Medieval social mobility has only rarely been considered as a specific theme (a first move forward being La mobilità sociale nel medioevo, S. Carocci ed., Roma, ÉFR, 2010). Therefore, one of the goals of the project has a general nature: while concretely developing extensive and specific research, it aims in fact to engage in examining the methodological and theoretical issues related to social mobility as a theme crucial to the full understanding of medieval societies, still neglected as a whole even at European level.

We can identify five starting hypotheses , which deserve closer consideration in order to verify their validity or to substitute them with other, more suitable, interpretations.

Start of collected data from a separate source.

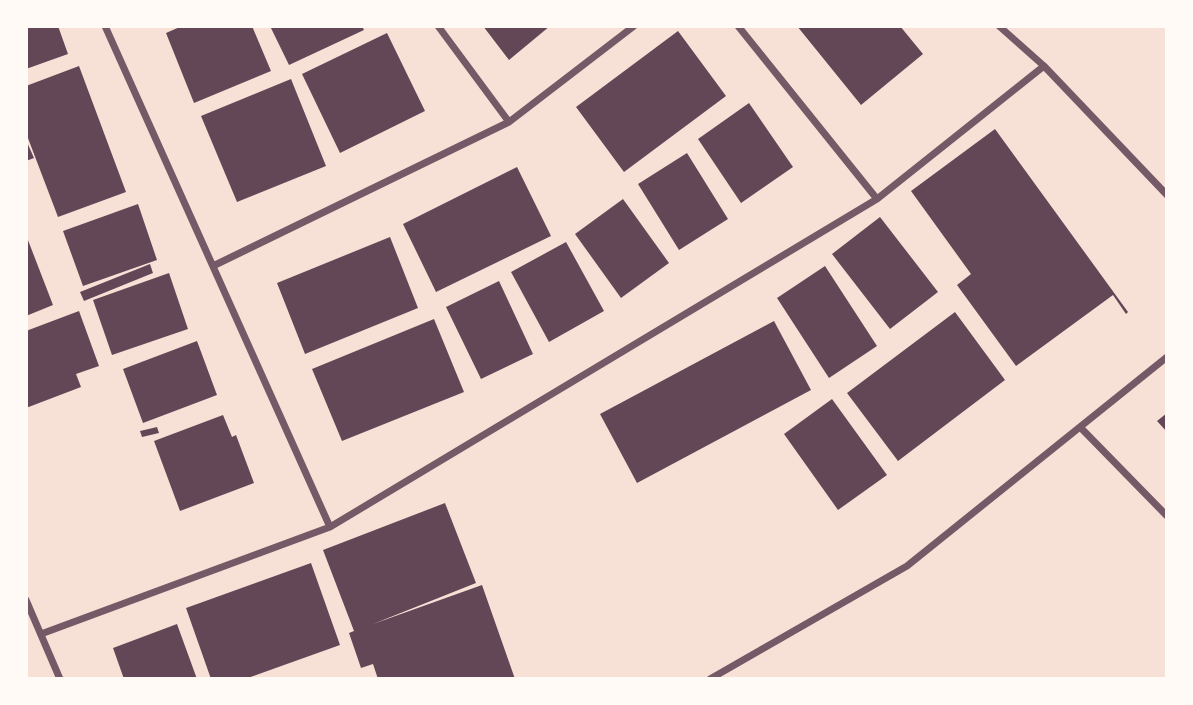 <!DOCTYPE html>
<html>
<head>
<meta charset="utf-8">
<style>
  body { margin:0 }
  #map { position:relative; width:1193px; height:705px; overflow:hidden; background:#f7e1d7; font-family:"Work Sans",sans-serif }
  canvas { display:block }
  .frame { position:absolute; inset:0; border:28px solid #fffaf5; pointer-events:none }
</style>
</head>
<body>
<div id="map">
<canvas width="1193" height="705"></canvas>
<div class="frame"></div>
</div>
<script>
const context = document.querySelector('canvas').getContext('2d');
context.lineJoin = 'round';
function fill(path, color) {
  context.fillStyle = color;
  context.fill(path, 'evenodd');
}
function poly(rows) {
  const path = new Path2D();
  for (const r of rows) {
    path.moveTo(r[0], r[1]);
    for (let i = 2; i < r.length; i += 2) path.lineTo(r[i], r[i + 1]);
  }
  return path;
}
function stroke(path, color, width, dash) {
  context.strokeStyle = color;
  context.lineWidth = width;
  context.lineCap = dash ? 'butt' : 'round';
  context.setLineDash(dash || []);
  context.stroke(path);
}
const building = poly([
  [26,26,58,26,68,54,26,69],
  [182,26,252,26,271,71,194,103,166,33],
  [270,26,362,26,364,30,289,65],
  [483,26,550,26,509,60],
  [797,26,900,26,923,54,861,105],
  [678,31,726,96,624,172,576,107],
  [387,33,425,111,340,153,302,74],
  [79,66,126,192,58,217,26,133,26,86],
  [291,79,326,166,237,202,201,116],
  [749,103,793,167,741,203,698,139],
  [995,129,1128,312,1126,314,1113,295,1016,366,957,285,971,274,911,191],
  [26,140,34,158,26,161],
  [687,153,728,219,679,250,638,184],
  [517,167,551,236,436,292,403,224],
  [623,199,669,263,621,298,575,234],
  [138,204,157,260,83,286,63,231],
  [880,217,938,292,890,329,832,254],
  [26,235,53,305,26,316],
  [390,237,418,308,305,354,277,283],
  [566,242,604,311,549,342,511,272],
  [150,264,153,273,84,301,80,292],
  [825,266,877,346,829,378,777,298],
  [169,273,188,329,112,355,93,300],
  [499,281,533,354,481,379,446,307],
  [79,311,99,366,76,374,81,387,26,408,26,331],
  [955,312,1005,380,898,461,847,393],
  [434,319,464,392,342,441,312,369],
  [774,321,811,390,637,483,600,414],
  [197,341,217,395,143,423,123,369],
  [832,399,887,475,838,510,784,434],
  [1167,413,1167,432,1157,421],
  [223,415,232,437,236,435,254,483,180,511,154,441],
  [157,427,159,433,142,437,140,431],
  [445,503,476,583,373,624,482,585,515,679,378,679,373,664,361,668,349,633,354,631,323,550],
  [311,563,340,645,245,679,211,679,186,608],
  [177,624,197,679,124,679,113,648]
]);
const minor = poly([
  [105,26,330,527],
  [438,26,509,122],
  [738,26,877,199],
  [999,26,1044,66,1167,195],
  [213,266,509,122,634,26],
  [1080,427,1167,516],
  [26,600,60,679],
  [41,634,330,527,877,199,1044,66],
  [710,679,907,566,1167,357]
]);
fill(building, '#644757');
stroke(minor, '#755966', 7);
</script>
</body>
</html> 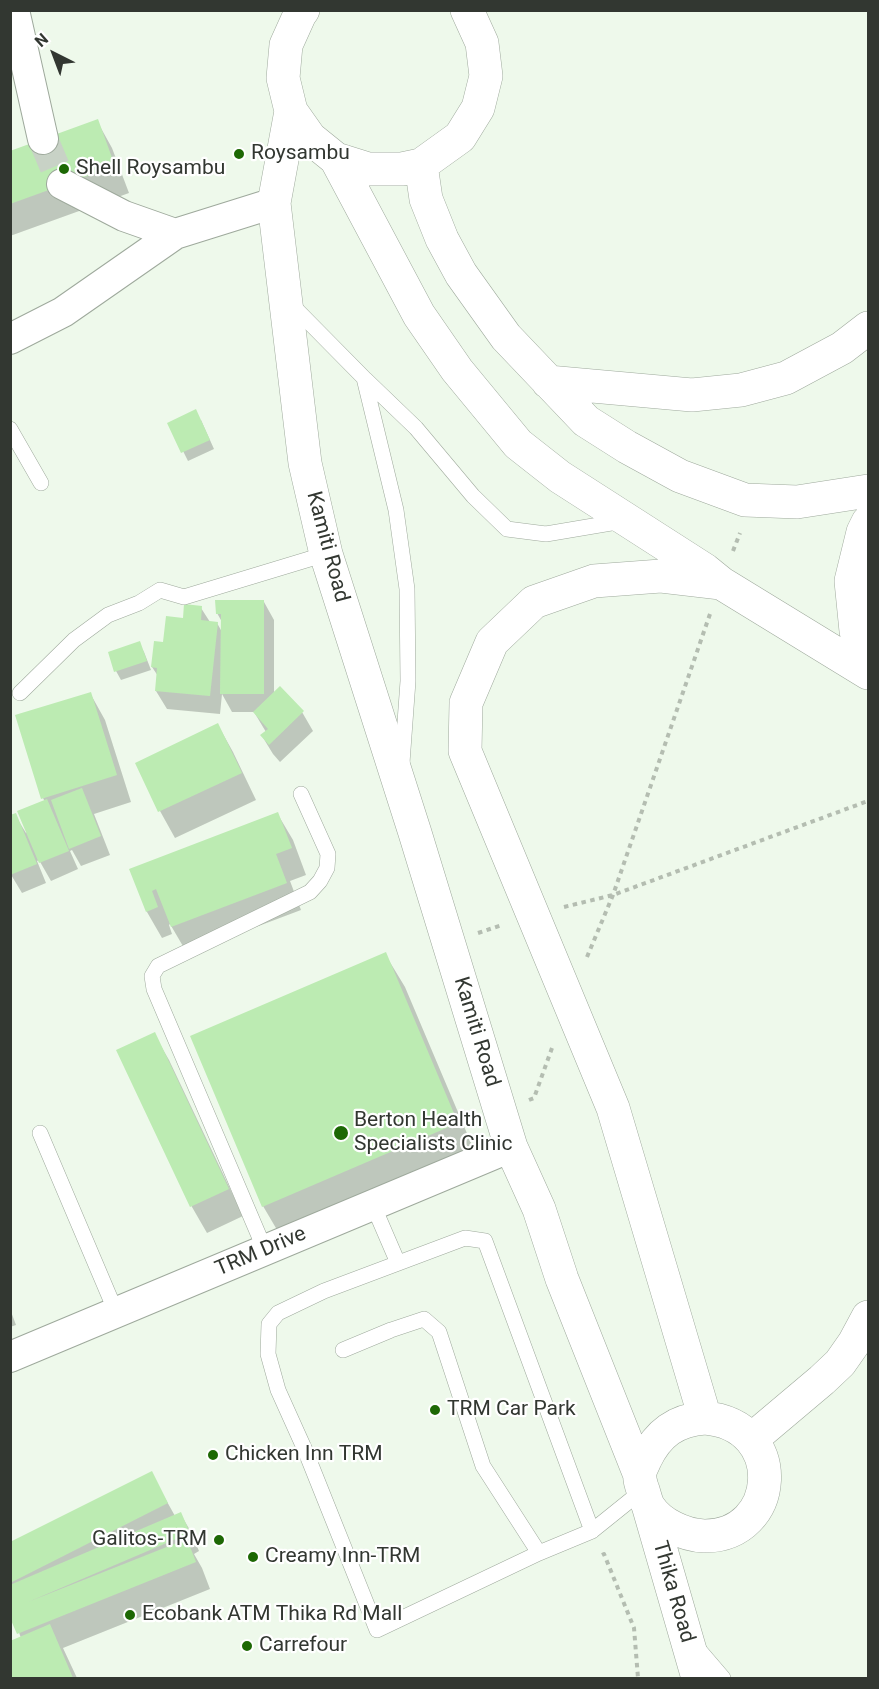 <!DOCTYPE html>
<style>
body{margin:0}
#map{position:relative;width:879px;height:1689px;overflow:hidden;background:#eef9eb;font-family:Roboto,sans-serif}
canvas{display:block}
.frame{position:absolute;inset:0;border:12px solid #323731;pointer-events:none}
.north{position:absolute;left:24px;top:24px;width:60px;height:60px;-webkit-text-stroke:4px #fff;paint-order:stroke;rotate:318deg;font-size:16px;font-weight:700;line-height:24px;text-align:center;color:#323731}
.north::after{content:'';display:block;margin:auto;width:21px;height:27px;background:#323731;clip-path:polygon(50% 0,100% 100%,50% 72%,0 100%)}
</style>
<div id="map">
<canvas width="879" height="1689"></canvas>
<div class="frame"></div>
<div class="north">N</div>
</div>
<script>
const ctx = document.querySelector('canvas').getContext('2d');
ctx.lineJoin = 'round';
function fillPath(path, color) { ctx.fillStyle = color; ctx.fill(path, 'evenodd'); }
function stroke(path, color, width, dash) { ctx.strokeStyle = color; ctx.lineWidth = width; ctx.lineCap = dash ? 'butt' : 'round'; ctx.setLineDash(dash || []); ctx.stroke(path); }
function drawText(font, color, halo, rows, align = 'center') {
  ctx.font = font + ' Roboto,sans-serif'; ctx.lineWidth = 4.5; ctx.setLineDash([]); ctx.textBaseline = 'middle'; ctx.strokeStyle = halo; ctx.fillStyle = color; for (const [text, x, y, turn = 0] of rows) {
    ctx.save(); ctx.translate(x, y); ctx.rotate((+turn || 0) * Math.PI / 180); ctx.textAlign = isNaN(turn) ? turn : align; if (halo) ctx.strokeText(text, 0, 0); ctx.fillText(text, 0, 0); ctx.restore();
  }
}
const shadow = new Path2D(`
 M97,121l15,27 17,45 -119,43v-83z
 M201,420l13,29 -26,12 -19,-38z
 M264,602l10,18v74l28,18 11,19 -33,31 -7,-8 -11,-18 4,-4 -12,-20h-22l-10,-18 -2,20 -53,-5 -11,-18 2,-15 -6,-9 13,-23 19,-24 17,-12 9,14 7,1 5,9v-10l-5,-9z
 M139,643l5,9 7,18 -30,10 -5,-9z
 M90,693l15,27 26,82 -37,12 16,41 -29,11 -9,-16 -2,1 8,18 -27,12 -12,-21 -2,1 9,22 -24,10 -12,-20 5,-58 11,18 2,-1 17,-30 -2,-4z
 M218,725l15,27 23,48 -81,38 -15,-27 -23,-48z
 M277,813l16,27 13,35 -16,6 11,29 -114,43 -17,-29 -1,1 3,9 -10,4 -15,-26 -16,-42z
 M385,954l20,33 72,170 -194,83 -20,-34z
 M154,1034l15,26 74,156 -36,17 -15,-26 -74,-156z
 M10,1309l6,16 -6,2z
 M151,1473l24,43 5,-3 11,19 8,19 -5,3 8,14 8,21 -147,59 14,30h-67v-40l2,4 9,-4 -11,-30v-65z`);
const building = new Path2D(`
 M98,119l17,47 -105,38v-53z
 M196,409l14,31 -29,13 -14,-30z
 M215,600h49v94h-44l1,-80h-5z
 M184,604l18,2 -1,14 17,2 -8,74 -55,-5 2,-23 -6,-1 3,-26 9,1 3,-26 17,2z
 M140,641l7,20 -33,11 -6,-20z
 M280,686l24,25 -35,34 -9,-10 8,-6 -15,-17z
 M91,692l26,83 -76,24 -26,-84z
 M218,723l24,50 -84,39 -23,-49z
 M82,788l19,48 -32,13 -18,-49z
 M47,799l22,52 -30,12 -22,-52z
 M278,812l14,36 -16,6 11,29 -116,44 -15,-38 -4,2 6,16 -12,5 -17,-43z
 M16,813l21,51 -27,11v-60z
 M386,952l72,171 -196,84 -72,-171z
 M155,1032l74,157 -39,18 -74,-157z
 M152,1471l16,32 -158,80v-41z
 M181,1512l9,21 -162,69 159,-63 9,23 -179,72 -7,-16v-33z
 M50,1624l23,54h-63v-37z`);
const streetTunnel = new Path2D(`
 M43,139l19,45`);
const path = new Path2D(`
 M733,551l7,-18
 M564,907l49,-12 255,-94
 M478,933l24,-8
 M587,957l26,-62 97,-281
 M529,1100l5,-2 18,-50
 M602,1555l2,-1 30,74 4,50`);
const lane = new Path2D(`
 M290,303l74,75 32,132 11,79 1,92 -6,82
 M365,379l51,49 57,68 34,33 39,5 77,-13
 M10,429l31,54
 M20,693l54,-53 34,-25 31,-12 21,-13 24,7 142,-43
 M40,1133l76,179
 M373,1205l25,58
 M265,1250l-111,-261 -2,-13 6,-10 152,-74 10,-11 7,-13 1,-14 -27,-60
 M343,1350l48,-20 33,-11 15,13 44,134 56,87 -162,77 -72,-180 -27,-60 -10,-36 1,-30 9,-11 46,-22 141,-53 20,3 107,290
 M539,1553l53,-22 51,-41
 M699,1650l24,28`);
const street = new Path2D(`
 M14,10l29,129
 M62,184l62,32 51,18
 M10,339l53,-27 112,-78 99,-31
 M10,1357l501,-210`);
const secondary = new Path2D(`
 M303,10l-3,4 -14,31 -3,33 8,33 19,27 26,21 32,10h34l19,-4 39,-28 18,-29 8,-32 -4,-33 -15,-33
 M291,111l-17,92 31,260 21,91 89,279 96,314 28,62 23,70 77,194
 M336,159l83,156 38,55 61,74 42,33 145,93 16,13 147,90
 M421,165l5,34 16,40 19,35 45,63 80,84 41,26 53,29 65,24 52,2 71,-11
 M548,382l144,13 49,-5 45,-12 56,-30 26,-20
 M868,522l-5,10 -12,49 5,50 12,30
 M705,1418l-92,-310 -148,-357 1,-48 26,-61 42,-40 60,-21 67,-5 60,7
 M705,1418c84,7 75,119 -1,118 -20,-1 -44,-12 -55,-29 -3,-5 -4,-11 -6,-17 -2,-5 -4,-13 -3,-18 1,-4 4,-9 5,-12 13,-27 31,-40 60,-42z
 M752,1439l70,-59 18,-17 14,-20 14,-26
 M648,1505l50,173`);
const markers = [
 [239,154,6,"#1d6804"],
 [64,169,6,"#1d6804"],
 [341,1133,8,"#1d6804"],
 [435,1410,6,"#1d6804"],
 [213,1455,6,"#1d6804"],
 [219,1540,6,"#1d6804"],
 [253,1557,6,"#1d6804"],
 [130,1615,6,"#1d6804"],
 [247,1646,6,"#1d6804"]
];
const poiNames = [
 ["Roysambu",251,154],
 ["Shell Roysambu",76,169],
 ["Berton Health",354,1121],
 ["Specialists Clinic",354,1145],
 ["TRM Car Park",447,1410],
 ["Chicken Inn TRM",225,1455],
 ["Galitos-TRM",207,1540,"right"],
 ["Creamy Inn-TRM",265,1557],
 ["Ecobank ATM Thika Rd Mall",142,1615],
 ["Carrefour",259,1646]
];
const streetNames = [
 ["Kamiti Road",327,547,75],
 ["Kamiti Road",476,1032,73],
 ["TRM Drive",261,1252,-23],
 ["Thika Road",673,1592,74]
];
fillPath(shadow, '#0003');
fillPath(building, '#bcebb2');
stroke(streetTunnel, '#c8d2c6', 30, [30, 15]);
stroke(lane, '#9ea99c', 16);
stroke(street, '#9ea99c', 32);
stroke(secondary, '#9ea99c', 34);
stroke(path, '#b4bdb1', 4, [4.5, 4.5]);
stroke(lane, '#fff', 15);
stroke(street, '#fff', 30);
stroke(secondary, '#fff', 33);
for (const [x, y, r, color] of markers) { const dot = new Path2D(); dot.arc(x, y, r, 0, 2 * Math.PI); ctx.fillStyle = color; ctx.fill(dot); stroke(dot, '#fff', 2); }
drawText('21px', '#323731', '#fff', poiNames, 'left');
drawText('21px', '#323731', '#fff', streetNames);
</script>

    (a) The identification of the decades from the end of the 13th to the beginning of the 14th cent. as the key-moment of an inversion of relevance between socio-economic and political-institutional dynamics in determining the ways and features of social mobility.
    (b) The link between this change and a stiffening of the dynamics of mobility.
    (c) More broadly, the existence of a structural medieval tendency towards a descending mobility.
    (d) The emergence at the end of the Middle Ages of a complex society characterised on the one hand by the development of phenomena of class closure, and on the other hand by various processes of further separation and differentiation of roles and social functions.
    (e) The identification of phases in which experiences of social mobility and processes of spatial mobility taking place at the supra-local and supra-regional level were connecting and interacting.

The interrelated research fields will be:

    1) The clarification of the links between social mobility and long-term economic change from the 12th to the 15th cent;
    2) the reconstruction of the relationships between social mobility and institutional transformations;
    3) the exploration of specific channels of social mobility;
    4) finally, we will suggest a complex picture of the social mobility in Late medieval Italy as a process in which economic and politico-institutional factors did not operate separately, but interacted in determining the movement of individuals, families and groups along the social hierarchy.

In order to do so, taking into account the fundamental role of social representations, ideological material, and political idioms proves crucial.